Sacrococcygeal Teratoma


The presacral sacrococcygeal teratoma is the most common tumor of the caudal
region in children and is more common in females than in males (4:1). Most
tumors are benign and are noted at birth. Tumors in patients beyond neonatal age
have a higher incidence of malignancy. Radiography shows a soft tissue mass that
arises from the ventral surface of the coccyx. Calcifications are present in 60% of
presacral sacrococcygeal teratoma and are more common in benign tumors. US
confirms whether presacral sacrococcygeal teratomas are cystic, solid, or mixed
and can also determine impingement on the urinary tract. CT or MRI are helpful
in confirming the diagnosis, particularly in older children, and demonstrates the
content of a tumor, as well as its extent and bone anomalies.
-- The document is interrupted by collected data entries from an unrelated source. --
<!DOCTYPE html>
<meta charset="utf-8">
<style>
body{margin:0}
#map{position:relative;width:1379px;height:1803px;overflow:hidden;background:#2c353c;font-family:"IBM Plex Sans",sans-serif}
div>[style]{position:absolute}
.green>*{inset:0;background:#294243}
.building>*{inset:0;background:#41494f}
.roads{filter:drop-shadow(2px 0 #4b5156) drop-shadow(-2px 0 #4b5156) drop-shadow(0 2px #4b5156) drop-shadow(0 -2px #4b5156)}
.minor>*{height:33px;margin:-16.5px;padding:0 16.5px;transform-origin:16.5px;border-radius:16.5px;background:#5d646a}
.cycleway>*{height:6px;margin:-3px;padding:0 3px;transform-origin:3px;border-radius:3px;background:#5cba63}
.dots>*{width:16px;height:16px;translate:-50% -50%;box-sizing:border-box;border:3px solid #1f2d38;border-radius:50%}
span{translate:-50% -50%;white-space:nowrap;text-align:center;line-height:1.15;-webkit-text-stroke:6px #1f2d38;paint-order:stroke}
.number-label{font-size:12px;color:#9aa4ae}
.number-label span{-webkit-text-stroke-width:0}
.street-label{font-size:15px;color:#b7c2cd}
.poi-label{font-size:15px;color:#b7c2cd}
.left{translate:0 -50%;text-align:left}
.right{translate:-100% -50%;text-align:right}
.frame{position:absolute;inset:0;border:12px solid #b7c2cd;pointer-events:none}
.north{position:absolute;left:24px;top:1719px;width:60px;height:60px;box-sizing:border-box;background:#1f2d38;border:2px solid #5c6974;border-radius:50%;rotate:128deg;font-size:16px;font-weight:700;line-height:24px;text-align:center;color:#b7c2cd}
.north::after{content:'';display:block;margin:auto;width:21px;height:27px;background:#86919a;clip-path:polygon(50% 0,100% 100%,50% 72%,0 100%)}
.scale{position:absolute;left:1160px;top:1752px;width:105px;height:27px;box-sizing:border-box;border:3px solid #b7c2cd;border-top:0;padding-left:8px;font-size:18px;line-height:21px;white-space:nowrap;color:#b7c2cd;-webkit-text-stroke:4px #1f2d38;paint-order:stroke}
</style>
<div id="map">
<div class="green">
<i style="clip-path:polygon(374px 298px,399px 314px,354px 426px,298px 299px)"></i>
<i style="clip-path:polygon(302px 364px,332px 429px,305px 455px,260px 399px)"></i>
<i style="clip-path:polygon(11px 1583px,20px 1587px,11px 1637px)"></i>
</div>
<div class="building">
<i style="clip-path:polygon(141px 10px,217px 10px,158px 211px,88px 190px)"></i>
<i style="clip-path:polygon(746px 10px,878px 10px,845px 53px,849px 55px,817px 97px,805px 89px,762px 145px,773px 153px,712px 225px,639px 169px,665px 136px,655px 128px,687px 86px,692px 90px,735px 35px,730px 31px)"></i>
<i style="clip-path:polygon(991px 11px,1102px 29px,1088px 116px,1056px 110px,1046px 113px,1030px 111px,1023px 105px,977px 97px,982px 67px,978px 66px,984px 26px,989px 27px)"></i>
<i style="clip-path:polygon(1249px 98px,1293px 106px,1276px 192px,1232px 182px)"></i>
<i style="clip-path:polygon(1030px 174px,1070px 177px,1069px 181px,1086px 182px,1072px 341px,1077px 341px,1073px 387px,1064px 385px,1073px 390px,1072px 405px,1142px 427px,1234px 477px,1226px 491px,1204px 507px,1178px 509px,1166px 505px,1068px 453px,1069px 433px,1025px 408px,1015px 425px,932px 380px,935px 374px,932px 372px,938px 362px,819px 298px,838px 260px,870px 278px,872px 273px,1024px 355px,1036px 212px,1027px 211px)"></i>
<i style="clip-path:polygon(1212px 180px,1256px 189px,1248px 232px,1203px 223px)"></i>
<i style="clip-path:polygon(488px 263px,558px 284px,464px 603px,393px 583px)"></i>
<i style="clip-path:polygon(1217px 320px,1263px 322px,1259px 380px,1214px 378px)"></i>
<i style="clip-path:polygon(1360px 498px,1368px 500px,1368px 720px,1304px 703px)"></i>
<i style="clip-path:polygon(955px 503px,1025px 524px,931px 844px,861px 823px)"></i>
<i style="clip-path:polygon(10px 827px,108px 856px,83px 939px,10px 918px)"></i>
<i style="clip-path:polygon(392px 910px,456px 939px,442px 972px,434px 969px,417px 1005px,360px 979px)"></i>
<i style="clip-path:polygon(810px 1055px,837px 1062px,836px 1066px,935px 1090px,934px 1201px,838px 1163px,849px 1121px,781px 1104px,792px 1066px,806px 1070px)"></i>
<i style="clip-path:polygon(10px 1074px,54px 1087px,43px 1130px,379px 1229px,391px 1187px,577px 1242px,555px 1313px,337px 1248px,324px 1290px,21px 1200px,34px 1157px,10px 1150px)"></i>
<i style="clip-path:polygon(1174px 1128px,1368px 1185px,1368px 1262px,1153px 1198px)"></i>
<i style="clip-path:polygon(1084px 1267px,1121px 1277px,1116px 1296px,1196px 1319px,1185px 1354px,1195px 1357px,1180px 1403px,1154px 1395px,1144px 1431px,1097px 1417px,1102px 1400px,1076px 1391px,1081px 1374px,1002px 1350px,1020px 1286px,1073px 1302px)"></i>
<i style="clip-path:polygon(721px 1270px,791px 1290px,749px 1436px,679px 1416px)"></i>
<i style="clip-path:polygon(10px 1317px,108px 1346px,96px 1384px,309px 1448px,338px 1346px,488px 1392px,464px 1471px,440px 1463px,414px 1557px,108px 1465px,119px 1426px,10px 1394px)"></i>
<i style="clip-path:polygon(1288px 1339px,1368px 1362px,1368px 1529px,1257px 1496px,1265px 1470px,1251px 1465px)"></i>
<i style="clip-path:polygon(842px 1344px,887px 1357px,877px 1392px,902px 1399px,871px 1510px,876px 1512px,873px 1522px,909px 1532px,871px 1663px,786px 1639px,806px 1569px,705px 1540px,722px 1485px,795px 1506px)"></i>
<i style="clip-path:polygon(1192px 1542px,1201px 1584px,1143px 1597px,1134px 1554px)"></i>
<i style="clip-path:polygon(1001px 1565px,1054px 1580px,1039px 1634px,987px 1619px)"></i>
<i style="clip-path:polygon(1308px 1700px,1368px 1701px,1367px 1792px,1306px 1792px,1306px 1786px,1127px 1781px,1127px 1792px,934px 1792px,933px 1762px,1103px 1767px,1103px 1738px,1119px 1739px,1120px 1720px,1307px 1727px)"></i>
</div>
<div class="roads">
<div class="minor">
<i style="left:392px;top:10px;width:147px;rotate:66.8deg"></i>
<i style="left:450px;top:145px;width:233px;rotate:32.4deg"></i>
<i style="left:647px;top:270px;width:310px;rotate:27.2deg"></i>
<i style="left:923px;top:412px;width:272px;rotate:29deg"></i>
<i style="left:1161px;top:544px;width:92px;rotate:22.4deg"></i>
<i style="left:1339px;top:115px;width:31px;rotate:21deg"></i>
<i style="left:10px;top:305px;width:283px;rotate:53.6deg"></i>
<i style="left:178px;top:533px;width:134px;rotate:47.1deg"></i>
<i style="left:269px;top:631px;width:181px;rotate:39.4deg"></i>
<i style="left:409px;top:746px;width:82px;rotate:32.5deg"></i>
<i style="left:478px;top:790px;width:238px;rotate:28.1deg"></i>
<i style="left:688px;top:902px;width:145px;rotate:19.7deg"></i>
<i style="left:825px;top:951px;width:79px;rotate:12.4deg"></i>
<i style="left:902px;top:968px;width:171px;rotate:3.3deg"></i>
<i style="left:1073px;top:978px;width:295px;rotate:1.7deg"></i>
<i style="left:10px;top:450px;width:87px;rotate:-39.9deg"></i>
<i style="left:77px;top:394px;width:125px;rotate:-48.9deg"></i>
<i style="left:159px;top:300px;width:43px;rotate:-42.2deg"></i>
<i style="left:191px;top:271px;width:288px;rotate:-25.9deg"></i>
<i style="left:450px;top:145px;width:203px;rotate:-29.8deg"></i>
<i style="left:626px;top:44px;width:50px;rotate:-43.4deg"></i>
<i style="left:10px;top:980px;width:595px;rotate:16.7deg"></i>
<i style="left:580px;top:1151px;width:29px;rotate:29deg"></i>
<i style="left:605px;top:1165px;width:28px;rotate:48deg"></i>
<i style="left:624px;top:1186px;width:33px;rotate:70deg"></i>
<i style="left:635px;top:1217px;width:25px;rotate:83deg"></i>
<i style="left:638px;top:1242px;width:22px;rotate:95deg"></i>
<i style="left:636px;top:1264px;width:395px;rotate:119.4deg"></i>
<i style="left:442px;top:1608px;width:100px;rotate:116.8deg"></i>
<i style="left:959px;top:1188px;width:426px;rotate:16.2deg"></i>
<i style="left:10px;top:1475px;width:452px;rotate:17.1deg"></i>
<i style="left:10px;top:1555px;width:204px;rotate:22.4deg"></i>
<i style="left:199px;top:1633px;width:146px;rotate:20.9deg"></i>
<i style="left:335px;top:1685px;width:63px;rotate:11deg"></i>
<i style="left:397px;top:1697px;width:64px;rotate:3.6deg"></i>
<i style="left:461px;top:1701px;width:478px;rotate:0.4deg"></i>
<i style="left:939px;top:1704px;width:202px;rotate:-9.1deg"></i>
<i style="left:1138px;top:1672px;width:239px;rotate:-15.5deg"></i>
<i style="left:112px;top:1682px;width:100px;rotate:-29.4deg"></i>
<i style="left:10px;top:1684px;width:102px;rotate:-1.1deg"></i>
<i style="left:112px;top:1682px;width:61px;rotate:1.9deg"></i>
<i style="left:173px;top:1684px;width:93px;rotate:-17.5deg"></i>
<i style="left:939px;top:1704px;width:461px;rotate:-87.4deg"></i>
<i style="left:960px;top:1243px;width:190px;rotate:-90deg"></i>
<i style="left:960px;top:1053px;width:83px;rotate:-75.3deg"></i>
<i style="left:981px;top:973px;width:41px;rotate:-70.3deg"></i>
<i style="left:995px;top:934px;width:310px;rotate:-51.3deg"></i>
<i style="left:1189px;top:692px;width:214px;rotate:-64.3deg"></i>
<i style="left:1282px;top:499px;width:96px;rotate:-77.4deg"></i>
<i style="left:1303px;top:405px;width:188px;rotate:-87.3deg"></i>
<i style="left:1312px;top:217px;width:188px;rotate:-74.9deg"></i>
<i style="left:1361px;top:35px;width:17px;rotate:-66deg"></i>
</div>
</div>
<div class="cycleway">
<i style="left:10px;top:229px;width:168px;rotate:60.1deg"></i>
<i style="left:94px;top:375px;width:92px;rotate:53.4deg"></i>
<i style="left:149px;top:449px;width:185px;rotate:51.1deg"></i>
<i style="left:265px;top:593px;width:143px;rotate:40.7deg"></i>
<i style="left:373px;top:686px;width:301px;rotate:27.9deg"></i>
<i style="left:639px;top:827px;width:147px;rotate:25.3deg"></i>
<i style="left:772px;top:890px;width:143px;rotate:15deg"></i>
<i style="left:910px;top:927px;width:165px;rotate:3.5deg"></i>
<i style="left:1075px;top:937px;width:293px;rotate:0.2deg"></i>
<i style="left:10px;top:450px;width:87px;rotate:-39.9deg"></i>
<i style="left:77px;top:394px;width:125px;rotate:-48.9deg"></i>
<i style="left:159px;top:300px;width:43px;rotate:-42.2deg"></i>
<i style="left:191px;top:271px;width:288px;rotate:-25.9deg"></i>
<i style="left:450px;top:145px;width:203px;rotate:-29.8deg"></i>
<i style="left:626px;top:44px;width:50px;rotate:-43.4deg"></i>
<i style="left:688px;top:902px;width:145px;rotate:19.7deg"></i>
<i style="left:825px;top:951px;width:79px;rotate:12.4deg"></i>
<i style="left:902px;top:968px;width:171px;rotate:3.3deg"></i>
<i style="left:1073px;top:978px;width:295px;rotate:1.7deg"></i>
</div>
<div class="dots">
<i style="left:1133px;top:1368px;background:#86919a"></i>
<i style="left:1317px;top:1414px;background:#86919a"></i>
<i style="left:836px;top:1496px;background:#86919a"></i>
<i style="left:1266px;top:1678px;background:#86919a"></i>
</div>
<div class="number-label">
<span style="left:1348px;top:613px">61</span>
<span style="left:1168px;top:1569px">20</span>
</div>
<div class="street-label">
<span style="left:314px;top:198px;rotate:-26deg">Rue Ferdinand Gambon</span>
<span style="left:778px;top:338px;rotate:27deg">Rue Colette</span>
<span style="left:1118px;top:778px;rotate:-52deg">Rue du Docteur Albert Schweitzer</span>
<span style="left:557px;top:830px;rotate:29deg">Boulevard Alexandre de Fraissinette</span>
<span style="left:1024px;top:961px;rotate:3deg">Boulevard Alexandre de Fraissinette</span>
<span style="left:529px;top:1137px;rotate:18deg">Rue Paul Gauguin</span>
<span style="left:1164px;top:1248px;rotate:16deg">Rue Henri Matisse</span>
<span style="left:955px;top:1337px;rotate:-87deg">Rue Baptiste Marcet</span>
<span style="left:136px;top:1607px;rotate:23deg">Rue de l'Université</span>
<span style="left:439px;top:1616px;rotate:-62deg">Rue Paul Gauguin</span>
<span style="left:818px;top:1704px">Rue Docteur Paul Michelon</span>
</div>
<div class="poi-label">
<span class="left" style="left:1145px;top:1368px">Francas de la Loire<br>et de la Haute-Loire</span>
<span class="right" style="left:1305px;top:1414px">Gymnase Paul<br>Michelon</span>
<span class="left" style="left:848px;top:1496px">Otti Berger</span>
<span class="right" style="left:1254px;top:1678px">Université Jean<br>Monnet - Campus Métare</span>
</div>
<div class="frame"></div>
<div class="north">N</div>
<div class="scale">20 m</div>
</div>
Tumors with more
solid components are more often malignant than those with more cystic
components ( Fig. 116.21 ).

FIGURE 116.21 Presacral teratoma. Computed tomographic section of pelvis with contrast
medium enhancement shows a large cystic mass (arrows ). The mass contains both fat and
calcification, and displaces the rectum anteriorly and laterally, and the bladder anteriorly. B,
Bladder with Foley catheter; C, calcification; F, fat; R, rectum.